It can be tough to decide how and when to talk to your partner about your sexual history.
If sparking the discussion doesn’t feel natural to you, you’re not alone—22% of women say they feel uncomfortable discussing their sexual history with their partner, according to a survey conducted by Merck.
Would you like to know about your partner’s past before you do the deed? Would you like to address it, but think it’s fine to address the topic later once you’ve grown more comfortable with each other? No matter your philosophy, it can be a tricky but necessary topic for many people.
If you and your partner would prefer to leave the past in the past, then quit reading. You’re done! If you or your partner need to have a discussion in order to feel completely comfortable, here are 7 tips on how to broach the subject:
1) Give them a heads up. Next time you’re together, mention that you’ve been thinking about how you’d like to talk about your sexual histories and ask if they’d be comfortable talking about it at some point. Obviously, you’ve had a lot of time to think about it, so give them the courtesy of chewing on it for a bit too.
2) Have a bit of a game plan. You don’t need to stroll up with a full-blown manuscript, but it might be helpful to organize your thoughts beforehand. Know the answer to why you feel the need to dive into the topic. Are there specific things that you’re worried about? Do you know you need specific things related to intimacy and want to give them the heads up? Or are you just curious and want to know more about their history?
3) Establish some rules. Will you and your partner reveal names? Numbers (Sidebar: Women are 5% more likely than men to decrease the number of sexual partners they've had -- while men inflate their sexual resumés twice as often as women.) Or maybe you want to stick to broad themes only. It’s likely that your boundaries don’t match up exactly with your partner’s, and this could all go south without clarity around boundaries.

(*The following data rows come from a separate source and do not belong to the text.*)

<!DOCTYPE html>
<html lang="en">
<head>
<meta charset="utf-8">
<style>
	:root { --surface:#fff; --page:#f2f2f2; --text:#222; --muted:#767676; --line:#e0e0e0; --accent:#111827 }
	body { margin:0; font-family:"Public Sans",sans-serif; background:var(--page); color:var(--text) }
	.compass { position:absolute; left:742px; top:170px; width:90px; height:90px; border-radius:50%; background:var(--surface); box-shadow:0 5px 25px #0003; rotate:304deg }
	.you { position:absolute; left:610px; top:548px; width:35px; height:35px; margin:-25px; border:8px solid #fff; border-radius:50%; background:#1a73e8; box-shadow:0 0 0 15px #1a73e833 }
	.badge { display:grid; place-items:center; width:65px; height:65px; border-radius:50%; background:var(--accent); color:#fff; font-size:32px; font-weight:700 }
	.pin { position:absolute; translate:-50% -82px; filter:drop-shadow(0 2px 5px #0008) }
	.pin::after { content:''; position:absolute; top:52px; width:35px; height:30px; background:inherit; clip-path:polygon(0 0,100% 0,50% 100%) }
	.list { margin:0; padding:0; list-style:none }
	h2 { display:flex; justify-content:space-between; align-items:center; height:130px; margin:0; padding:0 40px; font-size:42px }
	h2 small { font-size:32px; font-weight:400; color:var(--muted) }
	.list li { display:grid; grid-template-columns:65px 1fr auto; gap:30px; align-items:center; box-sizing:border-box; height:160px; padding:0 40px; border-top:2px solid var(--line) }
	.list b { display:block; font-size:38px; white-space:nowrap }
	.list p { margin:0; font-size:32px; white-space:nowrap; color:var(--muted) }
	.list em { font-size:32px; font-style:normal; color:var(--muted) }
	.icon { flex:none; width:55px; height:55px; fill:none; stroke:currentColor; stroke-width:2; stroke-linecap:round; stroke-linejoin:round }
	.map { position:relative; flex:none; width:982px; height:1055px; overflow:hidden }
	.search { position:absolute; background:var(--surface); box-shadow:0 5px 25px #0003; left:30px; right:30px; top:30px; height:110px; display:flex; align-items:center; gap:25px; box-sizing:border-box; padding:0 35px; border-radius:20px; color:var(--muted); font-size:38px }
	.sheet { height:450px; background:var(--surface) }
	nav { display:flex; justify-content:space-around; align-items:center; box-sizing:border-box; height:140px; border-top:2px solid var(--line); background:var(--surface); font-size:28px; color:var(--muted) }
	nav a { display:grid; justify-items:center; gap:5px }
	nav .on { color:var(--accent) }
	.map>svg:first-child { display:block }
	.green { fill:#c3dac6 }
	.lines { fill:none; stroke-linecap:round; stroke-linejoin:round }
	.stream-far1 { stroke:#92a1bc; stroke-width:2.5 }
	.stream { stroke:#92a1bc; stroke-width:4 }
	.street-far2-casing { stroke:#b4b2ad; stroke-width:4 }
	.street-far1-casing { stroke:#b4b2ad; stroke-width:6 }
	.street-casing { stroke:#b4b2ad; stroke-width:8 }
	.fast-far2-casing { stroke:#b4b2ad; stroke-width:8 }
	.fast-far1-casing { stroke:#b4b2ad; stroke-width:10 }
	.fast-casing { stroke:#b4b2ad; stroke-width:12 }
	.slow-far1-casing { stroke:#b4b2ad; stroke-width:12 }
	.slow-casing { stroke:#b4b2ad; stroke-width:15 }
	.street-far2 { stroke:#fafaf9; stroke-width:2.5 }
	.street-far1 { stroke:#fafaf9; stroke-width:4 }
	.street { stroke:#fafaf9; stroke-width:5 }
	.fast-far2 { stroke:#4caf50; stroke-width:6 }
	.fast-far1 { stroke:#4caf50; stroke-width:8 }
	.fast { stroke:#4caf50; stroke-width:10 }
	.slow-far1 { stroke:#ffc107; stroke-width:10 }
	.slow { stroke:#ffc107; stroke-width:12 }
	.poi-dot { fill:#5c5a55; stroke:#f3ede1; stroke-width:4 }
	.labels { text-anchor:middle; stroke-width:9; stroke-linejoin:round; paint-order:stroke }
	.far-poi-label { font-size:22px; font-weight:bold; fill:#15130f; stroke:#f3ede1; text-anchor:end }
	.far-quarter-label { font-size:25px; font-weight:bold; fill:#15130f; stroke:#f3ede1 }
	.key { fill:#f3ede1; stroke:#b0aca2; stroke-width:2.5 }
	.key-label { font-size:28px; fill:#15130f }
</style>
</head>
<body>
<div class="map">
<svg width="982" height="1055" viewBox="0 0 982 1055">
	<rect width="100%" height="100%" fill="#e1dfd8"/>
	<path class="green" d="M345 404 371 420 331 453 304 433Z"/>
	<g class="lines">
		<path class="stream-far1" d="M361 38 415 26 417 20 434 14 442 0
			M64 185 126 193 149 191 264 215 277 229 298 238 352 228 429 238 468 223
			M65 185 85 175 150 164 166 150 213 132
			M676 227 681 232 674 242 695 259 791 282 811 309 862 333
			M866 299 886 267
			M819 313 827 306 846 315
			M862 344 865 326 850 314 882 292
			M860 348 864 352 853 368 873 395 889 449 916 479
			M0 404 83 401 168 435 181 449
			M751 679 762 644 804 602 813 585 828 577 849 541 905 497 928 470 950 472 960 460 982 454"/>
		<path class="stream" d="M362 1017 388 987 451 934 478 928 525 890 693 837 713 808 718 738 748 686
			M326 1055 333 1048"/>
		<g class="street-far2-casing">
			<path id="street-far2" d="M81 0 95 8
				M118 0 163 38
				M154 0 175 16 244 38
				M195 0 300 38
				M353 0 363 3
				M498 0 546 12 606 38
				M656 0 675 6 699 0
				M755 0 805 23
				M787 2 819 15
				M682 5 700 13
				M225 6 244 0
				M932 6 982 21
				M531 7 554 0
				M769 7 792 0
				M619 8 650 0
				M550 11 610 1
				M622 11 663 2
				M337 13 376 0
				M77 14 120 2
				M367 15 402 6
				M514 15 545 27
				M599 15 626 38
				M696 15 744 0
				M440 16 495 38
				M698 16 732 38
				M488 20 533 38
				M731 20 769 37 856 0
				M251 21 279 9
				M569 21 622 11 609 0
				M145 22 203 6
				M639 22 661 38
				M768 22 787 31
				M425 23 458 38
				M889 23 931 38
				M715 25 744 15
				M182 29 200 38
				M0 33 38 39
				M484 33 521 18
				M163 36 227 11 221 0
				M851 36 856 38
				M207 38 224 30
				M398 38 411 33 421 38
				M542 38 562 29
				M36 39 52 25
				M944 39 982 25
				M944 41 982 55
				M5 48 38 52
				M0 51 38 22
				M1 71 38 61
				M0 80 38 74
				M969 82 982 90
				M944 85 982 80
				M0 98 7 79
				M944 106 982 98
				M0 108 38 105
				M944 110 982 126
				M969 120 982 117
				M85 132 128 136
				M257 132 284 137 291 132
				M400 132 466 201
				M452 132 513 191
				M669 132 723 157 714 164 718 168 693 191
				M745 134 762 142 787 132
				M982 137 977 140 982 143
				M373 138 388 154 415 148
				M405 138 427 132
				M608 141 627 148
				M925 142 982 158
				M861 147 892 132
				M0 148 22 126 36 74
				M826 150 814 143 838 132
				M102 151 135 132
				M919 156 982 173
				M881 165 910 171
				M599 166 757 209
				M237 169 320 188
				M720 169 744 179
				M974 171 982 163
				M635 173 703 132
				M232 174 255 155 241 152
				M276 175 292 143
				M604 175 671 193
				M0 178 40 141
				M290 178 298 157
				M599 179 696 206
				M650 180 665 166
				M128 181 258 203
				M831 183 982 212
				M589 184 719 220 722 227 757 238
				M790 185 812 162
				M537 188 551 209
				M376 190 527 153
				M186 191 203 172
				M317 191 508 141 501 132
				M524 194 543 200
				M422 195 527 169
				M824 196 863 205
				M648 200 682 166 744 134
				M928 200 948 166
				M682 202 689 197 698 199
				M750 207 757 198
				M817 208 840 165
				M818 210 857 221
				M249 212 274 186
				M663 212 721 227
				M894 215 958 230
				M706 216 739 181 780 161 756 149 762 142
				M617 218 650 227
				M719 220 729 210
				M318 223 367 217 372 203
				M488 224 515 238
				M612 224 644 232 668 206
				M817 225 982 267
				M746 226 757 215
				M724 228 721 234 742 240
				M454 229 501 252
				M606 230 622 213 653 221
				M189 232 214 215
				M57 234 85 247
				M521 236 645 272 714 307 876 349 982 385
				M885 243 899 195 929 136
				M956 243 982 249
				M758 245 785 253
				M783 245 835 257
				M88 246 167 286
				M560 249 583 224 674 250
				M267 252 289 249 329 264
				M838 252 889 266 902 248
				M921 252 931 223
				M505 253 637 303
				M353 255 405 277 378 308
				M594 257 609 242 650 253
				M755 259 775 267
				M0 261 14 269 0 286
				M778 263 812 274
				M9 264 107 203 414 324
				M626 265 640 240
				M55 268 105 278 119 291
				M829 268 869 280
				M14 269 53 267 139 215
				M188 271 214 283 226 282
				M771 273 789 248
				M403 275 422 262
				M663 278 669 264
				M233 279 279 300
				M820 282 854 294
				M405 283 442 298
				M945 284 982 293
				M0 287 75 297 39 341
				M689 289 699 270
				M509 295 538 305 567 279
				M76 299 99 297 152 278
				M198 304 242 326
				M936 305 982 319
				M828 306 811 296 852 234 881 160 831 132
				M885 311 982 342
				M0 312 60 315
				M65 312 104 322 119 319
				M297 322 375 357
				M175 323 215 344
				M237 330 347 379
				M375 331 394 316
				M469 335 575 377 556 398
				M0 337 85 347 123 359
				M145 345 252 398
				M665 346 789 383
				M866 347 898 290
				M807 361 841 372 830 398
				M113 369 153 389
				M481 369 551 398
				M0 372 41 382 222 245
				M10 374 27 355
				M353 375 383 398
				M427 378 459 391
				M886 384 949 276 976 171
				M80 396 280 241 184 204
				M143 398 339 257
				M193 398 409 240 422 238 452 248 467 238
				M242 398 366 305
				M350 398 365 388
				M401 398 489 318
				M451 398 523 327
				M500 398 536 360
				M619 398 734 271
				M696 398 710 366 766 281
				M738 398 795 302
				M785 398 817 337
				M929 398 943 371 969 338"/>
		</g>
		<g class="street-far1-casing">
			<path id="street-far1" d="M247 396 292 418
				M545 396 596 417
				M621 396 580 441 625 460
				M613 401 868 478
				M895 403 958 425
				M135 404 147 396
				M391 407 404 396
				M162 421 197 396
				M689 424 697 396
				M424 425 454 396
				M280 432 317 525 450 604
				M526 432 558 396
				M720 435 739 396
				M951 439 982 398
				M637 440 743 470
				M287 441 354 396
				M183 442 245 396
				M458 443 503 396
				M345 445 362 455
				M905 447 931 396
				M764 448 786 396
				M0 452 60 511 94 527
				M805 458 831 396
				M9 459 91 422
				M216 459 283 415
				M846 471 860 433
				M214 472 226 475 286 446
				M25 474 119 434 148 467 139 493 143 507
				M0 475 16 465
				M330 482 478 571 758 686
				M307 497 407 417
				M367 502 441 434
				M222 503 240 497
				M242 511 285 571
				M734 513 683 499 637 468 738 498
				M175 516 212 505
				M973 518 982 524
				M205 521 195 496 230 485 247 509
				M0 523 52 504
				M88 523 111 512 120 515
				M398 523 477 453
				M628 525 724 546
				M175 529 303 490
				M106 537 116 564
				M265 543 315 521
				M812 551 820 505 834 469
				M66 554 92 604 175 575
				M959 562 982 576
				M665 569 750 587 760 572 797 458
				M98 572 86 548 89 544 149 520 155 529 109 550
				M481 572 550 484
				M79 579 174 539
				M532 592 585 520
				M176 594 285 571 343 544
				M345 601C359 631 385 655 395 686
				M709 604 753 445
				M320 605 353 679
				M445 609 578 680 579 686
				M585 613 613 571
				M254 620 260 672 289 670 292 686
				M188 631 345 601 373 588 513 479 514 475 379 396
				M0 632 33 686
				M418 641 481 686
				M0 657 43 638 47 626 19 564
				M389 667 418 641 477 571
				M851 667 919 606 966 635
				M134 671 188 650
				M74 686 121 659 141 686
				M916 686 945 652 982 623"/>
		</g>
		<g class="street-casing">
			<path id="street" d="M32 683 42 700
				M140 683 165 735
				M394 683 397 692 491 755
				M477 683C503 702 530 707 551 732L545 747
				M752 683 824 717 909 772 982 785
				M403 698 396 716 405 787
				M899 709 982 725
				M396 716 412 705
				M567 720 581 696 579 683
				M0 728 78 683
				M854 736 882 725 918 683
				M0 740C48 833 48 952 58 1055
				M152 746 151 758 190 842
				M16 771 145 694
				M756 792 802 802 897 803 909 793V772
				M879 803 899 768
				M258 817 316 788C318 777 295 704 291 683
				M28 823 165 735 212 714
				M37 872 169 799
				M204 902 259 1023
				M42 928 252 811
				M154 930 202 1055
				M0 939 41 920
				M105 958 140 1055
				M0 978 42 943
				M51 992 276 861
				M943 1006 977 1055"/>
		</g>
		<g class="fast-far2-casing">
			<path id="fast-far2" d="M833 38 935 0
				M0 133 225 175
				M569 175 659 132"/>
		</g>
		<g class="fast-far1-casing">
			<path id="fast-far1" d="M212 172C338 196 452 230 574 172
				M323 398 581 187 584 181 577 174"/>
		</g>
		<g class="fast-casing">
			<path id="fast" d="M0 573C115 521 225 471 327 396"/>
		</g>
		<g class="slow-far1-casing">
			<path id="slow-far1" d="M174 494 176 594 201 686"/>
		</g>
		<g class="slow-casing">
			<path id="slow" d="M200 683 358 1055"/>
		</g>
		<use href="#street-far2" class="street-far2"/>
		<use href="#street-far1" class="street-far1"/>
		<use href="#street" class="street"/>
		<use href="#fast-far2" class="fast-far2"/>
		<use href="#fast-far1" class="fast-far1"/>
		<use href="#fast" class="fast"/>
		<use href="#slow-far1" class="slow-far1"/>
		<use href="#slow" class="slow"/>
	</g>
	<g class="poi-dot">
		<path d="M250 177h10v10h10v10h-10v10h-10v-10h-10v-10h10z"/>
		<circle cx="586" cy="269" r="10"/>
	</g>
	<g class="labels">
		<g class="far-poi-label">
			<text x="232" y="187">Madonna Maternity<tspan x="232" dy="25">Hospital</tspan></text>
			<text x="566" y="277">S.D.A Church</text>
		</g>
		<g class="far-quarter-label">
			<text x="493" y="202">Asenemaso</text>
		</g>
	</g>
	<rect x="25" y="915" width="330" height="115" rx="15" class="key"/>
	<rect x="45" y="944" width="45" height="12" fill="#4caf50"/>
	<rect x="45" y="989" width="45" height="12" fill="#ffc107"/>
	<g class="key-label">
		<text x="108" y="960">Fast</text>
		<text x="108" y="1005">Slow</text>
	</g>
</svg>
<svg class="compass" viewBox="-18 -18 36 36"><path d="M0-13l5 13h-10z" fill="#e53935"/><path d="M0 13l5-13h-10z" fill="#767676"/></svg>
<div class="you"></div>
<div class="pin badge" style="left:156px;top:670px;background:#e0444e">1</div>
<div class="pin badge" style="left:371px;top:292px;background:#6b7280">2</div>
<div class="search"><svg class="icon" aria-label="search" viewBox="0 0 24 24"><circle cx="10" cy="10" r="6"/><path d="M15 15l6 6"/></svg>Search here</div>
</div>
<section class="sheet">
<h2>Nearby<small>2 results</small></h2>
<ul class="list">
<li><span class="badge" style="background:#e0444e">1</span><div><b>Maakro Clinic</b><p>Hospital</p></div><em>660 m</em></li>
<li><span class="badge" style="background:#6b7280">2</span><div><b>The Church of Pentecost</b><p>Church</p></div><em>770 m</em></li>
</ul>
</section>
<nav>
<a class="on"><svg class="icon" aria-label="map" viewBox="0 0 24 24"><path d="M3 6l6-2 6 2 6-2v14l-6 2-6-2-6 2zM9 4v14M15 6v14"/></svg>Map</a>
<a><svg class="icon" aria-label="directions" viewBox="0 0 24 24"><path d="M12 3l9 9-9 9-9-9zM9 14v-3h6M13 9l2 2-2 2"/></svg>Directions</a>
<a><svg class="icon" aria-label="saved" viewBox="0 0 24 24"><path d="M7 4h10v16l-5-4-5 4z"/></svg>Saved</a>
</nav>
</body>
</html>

4) Be open minded. You may learn some things that surprise you. This goes without saying, but this could get uncomfortable. Once you’ve established your boundaries, check your judgment at the door.
5) Leave some things to the imagination. Honesty is the best policy, but don’t overdo it—some visuals are best left in the past.
6) Decide if you’ll need to revisit the topic. It might bring up more questions than answers. Before you move on, ask your partner if the topic feels resolved to them. If not, be open to continuing the discussion. Now that you’ve brought it up, you should create space to talk it all the way out.
Just remember, your feelings are valid no matter what they are, and it’s important to listen to your instinct. Ultimately, nothing is sexier than comfort and compassion, and it can sometimes be hard to get to that point without conversation.